The CPU or GPU is provided with modules that are configured to execute the process and operations described above. As examples, a CPU or GPU of system 1700 is provided with modules, including but not limited to voice activity detector (VAD) (201) configured with an algorithm such as Google's WebRTC VAD; baseline generation algorithm (308) as exemplified by an algorithm that computes a Fourier transform of two or more datasets and divides the frequency-dependent intensity of one by another to generate a baseline transfer function; signal denoising module (402) as exemplified by a module having a high-pass and a low-pass filter and configured with a denoising algorithm that computes a Fourier transform of a signal, filters the transformed signal with the high-pass and a low-pass filter to reject noise outside of a speech band, and a Fourier algorithm that computes the inverse transform to reconstruct a denoised signal; a module including a memory and processor configured to record data from one or more microphones for executing the recording audio data (502) process; a module configured to compute a mel-frequency spectrogram and compare the magnitudes of the spectrogram at particular frequency bands and thereby calculate speech band energy (600) for one or more of the sound and inertial signals and compare the energy between signals (602) in the speech band or other frequency bands; and a processor and GPU configured as a trained transformer-based statistical model speech-to-text neural network to execute a speech-to-text conversion.

One example of method implemented by system 1700 comprises: first establishing a frequency-dependent transfer function from an out-of-ear microphone of earbud 1710 to the domain of an in-ear microphone that is at least partially acoustically isolated from the ambient environment (this can be established, for example, by measurement of a calibration signal on both microphones); subsequently recording signals from the in-ear microphone and the out-of-ear microphone in a time-synchronized manner, subsequently passing the recorded signal into voice activity detector (VAD) (201) that detects if the user was whispering based on the energy in a speech band of the signals. (For example, a high level of energy in the speech band of the output of the in-ear microphone indicates voiced speech, a medium level of energy in the speech band of the output of the in-ear microphone simultaneous with a low level of energy in the speech band of the output of the external microphone indicates whispered speech, and a medium level of energy in the speech band of the output of the in-ear microphone simultaneous with a high level of energy in the speech band of the output of the external microphone indicates ambient noise in the speech band).
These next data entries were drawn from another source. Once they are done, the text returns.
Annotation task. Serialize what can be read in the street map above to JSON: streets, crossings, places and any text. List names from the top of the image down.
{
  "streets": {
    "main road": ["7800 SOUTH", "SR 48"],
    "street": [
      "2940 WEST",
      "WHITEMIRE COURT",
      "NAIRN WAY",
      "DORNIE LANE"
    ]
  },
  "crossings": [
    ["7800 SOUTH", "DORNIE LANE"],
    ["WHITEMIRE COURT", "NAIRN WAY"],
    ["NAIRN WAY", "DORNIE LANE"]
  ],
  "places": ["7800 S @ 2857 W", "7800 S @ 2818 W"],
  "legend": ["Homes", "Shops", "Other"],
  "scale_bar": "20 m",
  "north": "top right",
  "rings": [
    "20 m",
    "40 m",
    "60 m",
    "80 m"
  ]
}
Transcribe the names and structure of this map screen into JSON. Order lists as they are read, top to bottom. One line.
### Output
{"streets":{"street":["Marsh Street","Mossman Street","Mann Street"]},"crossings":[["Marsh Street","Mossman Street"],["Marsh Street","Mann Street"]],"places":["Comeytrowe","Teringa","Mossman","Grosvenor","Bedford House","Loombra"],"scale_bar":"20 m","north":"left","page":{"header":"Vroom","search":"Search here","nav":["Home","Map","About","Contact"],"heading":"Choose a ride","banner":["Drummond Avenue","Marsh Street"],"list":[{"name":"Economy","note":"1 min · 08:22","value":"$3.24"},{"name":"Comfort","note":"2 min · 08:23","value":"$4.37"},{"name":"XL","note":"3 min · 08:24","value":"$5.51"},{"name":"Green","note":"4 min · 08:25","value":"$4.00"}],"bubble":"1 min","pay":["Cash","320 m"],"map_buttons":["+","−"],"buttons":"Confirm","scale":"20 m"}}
Then if a determination was made that the user was whispering, the method progresses by passing the signals and transfer function to the denoising and compression module. In the denoising and compression module, the out-of-ear signal is first transformed by the transfer function to the domain of the in-ear signal. This transformed signal is then subtracted from the in-ear signal to create a denoised and compressed speech signal which represents the in-ear signal with the background noise removed while preserving the tissue-conducted whispered speech signal. Subsequently, the denoised and compressed speech signal is input to an output generation module to generate an output. (For example, the module may be a pretrained convolution-based trained statistical model that takes in tissue-conducted whispered speech and generates a text output of the words which were whispered).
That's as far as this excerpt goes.